◆ **Directions**
Print the data exactly as it is given, please.

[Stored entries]
■ ■ ■

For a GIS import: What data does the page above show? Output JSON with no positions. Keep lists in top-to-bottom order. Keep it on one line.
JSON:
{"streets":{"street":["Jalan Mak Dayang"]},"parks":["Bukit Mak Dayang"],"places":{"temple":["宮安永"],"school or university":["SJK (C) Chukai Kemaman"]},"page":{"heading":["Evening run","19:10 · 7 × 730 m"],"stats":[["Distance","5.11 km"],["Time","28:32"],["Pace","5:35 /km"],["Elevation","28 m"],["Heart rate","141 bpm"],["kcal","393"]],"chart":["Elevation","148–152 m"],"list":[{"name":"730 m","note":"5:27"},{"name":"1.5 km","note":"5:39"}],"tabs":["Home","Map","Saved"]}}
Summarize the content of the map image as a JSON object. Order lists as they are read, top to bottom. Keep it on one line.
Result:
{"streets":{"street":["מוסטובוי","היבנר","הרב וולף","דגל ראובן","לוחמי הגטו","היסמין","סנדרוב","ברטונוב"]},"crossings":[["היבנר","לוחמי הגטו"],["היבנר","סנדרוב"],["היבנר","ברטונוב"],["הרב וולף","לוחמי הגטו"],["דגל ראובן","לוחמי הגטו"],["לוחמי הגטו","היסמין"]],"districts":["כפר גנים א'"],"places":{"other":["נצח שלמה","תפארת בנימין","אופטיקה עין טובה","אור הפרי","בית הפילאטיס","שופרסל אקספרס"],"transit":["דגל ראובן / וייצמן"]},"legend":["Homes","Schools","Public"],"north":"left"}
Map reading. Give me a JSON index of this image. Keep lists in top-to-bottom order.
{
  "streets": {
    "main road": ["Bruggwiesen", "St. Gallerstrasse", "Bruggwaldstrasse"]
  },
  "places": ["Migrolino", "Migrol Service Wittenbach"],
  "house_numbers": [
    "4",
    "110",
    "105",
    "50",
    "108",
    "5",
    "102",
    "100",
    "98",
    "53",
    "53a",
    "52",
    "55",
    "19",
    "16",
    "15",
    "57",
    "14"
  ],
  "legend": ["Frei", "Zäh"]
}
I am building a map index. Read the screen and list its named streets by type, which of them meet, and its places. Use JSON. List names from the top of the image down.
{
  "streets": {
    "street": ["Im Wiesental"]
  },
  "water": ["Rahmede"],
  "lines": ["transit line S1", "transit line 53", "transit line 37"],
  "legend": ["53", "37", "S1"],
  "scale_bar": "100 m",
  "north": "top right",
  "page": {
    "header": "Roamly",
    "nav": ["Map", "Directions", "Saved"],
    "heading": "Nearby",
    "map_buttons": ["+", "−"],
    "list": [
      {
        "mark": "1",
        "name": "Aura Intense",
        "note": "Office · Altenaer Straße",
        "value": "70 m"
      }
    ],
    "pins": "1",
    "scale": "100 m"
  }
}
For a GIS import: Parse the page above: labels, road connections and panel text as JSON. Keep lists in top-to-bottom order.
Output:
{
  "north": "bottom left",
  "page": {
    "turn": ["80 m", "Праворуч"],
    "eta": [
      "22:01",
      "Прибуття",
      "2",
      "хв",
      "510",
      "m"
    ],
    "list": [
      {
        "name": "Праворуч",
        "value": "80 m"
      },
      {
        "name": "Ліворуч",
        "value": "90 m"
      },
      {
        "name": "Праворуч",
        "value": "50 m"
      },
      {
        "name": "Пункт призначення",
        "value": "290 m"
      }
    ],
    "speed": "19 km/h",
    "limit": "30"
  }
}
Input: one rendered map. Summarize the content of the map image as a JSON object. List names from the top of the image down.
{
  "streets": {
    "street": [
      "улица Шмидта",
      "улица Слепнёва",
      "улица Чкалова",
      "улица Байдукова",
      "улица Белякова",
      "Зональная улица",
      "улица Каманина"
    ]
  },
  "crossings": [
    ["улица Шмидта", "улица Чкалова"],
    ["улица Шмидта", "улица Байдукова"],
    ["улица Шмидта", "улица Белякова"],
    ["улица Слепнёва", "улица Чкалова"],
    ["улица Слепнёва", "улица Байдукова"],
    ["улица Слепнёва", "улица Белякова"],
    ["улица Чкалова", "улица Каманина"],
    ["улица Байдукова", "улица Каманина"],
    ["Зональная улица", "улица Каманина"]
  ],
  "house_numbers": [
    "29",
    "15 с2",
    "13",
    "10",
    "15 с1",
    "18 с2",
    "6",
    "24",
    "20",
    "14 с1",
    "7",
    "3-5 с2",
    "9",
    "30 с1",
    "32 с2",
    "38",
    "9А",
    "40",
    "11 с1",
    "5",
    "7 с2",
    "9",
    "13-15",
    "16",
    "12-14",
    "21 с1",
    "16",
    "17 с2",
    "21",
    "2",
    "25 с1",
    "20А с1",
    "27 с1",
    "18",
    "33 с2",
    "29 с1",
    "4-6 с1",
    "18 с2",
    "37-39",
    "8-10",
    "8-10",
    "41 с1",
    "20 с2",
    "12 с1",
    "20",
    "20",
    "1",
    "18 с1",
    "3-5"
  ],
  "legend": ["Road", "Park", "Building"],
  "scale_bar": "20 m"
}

■ ■ ■

◆ **Result**
For a GIS import: What data does the page above show? Output JSON with no positions. Keep lists in top-to-bottom order. Keep it on one line.
JSON:
{"streets":{"street":["Jalan Mak Dayang"]},"parks":["Bukit Mak Dayang"],"places":{"temple":["宮安永"],"school or university":["SJK (C) Chukai Kemaman"]},"page":{"heading":["Evening run","19:10 · 7 × 730 m"],"stats":[["Distance","5.11 km"],["Time","28:32"],["Pace","5:35 /km"],["Elevation","28 m"],["Heart rate","141 bpm"],["kcal","393"]],"chart":["Elevation","148–152 m"],"list":[{"name":"730 m","note":"5:27"},{"name":"1.5 km","note":"5:39"}],"tabs":["Home","Map","Saved"]}}
Summarize the content of the map image as a JSON object. Order lists as they are read, top to bottom. Keep it on one line.
Result:
{"streets":{"street":["מוסטובוי","היבנר","הרב וולף","דגל ראובן","לוחמי הגטו","היסמין","סנדרוב","ברטונוב"]},"crossings":[["היבנר","לוחמי הגטו"],["היבנר","סנדרוב"],["היבנר","ברטונוב"],["הרב וולף","לוחמי הגטו"],["דגל ראובן","לוחמי הגטו"],["לוחמי הגטו","היסמין"]],"districts":["כפר גנים א'"],"places":{"other":["נצח שלמה","תפארת בנימין","אופטיקה עין טובה","אור הפרי","בית הפילאטיס","שופרסל אקספרס"],"transit":["דגל ראובן / וייצמן"]},"legend":["Homes","Schools","Public"],"north":"left"}
Map reading. Give me a JSON index of this image. Keep lists in top-to-bottom order.
{
  "streets": {
    "main road": ["Bruggwiesen", "St. Gallerstrasse", "Bruggwaldstrasse"]
  },
  "places": ["Migrolino", "Migrol Service Wittenbach"],
  "house_numbers": [
    "4",
    "110",
    "105",
    "50",
    "108",
    "5",
    "102",
    "100",
    "98",
    "53",
    "53a",
    "52",
    "55",
    "19",
    "16",
    "15",
    "57",
    "14"
  ],
  "legend": ["Frei", "Zäh"]
}
I am building a map index. Read the screen and list its named streets by type, which of them meet, and its places. Use JSON. List names from the top of the image down.
{
  "streets": {
    "street": ["Im Wiesental"]
  },
  "water": ["Rahmede"],
  "lines": ["transit line S1", "transit line 53", "transit line 37"],
  "legend": ["53", "37", "S1"],
  "scale_bar": "100 m",
  "north": "top right",
  "page": {
    "header": "Roamly",
    "nav": ["Map", "Directions", "Saved"],
    "heading": "Nearby",
    "map_buttons": ["+", "−"],
    "list": [
      {
        "mark": "1",
        "name": "Aura Intense",
        "note": "Office · Altenaer Straße",
        "value": "70 m"
      }
    ],
    "pins": "1",
    "scale": "100 m"
  }
}
For a GIS import: Parse the page above: labels, road connections and panel text as JSON. Keep lists in top-to-bottom order.
Output:
{
  "north": "bottom left",
  "page": {
    "turn": ["80 m", "Праворуч"],
    "eta": [
      "22:01",
      "Прибуття",
      "2",
      "хв",
      "510",
      "m"
    ],
    "list": [
      {
        "name": "Праворуч",
        "value": "80 m"
      },
      {
        "name": "Ліворуч",
        "value": "90 m"
      },
      {
        "name": "Праворуч",
        "value": "50 m"
      },
      {
        "name": "Пункт призначення",
        "value": "290 m"
      }
    ],
    "speed": "19 km/h",
    "limit": "30"
  }
}
Input: one rendered map. Summarize the content of the map image as a JSON object. List names from the top of the image down.
{
  "streets": {
    "street": [
      "улица Шмидта",
      "улица Слепнёва",
      "улица Чкалова",
      "улица Байдукова",
      "улица Белякова",
      "Зональная улица",
      "улица Каманина"
    ]
  },
  "crossings": [
    ["улица Шмидта", "улица Чкалова"],
    ["улица Шмидта", "улица Байдукова"],
    ["улица Шмидта", "улица Белякова"],
    ["улица Слепнёва", "улица Чкалова"],
    ["улица Слепнёва", "улица Байдукова"],
    ["улица Слепнёва", "улица Белякова"],
    ["улица Чкалова", "улица Каманина"],
    ["улица Байдукова", "улица Каманина"],
    ["Зональная улица", "улица Каманина"]
  ],
  "house_numbers": [
    "29",
    "15 с2",
    "13",
    "10",
    "15 с1",
    "18 с2",
    "6",
    "24",
    "20",
    "14 с1",
    "7",
    "3-5 с2",
    "9",
    "30 с1",
    "32 с2",
    "38",
    "9А",
    "40",
    "11 с1",
    "5",
    "7 с2",
    "9",
    "13-15",
    "16",
    "12-14",
    "21 с1",
    "16",
    "17 с2",
    "21",
    "2",
    "25 с1",
    "20А с1",
    "27 с1",
    "18",
    "33 с2",
    "29 с1",
    "4-6 с1",
    "18 с2",
    "37-39",
    "8-10",
    "8-10",
    "41 с1",
    "20 с2",
    "12 с1",
    "20",
    "20",
    "1",
    "18 с1",
    "3-5"
  ],
  "legend": ["Road", "Park", "Building"],
  "scale_bar": "20 m"
}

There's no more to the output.